-- Opening Marker --

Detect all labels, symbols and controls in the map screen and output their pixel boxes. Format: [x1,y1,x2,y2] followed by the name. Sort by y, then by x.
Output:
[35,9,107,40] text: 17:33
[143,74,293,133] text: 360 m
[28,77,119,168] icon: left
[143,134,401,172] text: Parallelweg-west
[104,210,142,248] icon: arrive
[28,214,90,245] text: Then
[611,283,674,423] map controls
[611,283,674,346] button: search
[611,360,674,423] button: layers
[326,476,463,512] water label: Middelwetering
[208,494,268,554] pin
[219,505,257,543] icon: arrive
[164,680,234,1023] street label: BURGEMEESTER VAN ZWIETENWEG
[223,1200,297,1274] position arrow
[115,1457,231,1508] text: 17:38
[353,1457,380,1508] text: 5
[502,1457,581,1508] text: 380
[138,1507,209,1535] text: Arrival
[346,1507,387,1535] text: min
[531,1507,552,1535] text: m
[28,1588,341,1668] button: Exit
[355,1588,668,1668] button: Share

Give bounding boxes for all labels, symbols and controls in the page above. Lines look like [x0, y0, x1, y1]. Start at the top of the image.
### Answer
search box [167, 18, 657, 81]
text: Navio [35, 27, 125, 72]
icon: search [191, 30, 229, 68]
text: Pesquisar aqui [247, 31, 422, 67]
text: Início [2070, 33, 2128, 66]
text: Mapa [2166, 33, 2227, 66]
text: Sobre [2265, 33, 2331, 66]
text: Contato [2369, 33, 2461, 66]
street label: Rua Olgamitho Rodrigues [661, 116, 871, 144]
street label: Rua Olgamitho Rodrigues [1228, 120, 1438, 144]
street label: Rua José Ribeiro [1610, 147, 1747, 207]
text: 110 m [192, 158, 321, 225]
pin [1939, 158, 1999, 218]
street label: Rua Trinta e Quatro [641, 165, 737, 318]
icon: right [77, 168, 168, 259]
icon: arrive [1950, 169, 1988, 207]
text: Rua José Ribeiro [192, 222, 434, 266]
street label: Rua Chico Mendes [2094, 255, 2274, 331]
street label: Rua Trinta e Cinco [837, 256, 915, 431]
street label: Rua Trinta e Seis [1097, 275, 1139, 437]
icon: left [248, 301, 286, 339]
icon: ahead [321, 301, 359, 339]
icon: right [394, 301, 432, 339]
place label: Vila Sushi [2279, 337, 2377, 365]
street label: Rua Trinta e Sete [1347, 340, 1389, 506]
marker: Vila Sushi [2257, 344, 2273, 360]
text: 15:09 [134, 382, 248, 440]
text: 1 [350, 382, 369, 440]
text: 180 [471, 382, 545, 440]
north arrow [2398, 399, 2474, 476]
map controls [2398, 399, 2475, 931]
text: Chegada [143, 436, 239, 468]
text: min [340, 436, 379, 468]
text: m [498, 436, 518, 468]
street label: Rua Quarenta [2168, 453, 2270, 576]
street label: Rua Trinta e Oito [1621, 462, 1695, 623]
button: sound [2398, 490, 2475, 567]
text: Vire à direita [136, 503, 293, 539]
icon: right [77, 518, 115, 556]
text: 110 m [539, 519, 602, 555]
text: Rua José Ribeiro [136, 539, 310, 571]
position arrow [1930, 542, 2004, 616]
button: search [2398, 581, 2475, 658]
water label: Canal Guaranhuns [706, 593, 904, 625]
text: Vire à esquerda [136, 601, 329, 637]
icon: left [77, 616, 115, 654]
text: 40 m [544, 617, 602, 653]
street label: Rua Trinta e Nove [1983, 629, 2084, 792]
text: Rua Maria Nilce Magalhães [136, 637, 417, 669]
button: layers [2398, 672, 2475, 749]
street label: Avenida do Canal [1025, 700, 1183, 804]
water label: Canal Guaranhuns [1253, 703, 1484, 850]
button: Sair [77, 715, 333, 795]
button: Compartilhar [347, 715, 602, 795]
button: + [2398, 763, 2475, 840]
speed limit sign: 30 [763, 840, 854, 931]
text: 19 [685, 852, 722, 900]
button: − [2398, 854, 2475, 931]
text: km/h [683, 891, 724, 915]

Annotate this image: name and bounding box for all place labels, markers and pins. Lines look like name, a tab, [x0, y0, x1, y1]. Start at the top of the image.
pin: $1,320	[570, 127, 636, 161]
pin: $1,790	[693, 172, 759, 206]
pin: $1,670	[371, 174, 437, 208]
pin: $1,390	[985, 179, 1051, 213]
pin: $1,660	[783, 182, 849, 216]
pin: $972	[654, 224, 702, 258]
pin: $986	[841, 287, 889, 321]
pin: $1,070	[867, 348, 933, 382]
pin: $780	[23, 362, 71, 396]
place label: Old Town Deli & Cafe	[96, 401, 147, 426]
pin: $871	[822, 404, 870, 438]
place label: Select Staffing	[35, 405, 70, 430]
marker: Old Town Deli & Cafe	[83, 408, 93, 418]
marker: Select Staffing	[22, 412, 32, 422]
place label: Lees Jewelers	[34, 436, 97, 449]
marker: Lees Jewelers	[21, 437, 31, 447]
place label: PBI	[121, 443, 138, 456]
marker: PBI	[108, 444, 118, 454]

-- Closing Marker --

= ACTIVITY =
For the entries above, say how many lines contain the word "Lees", giving the number alone.

= RESPONSE AREA =
2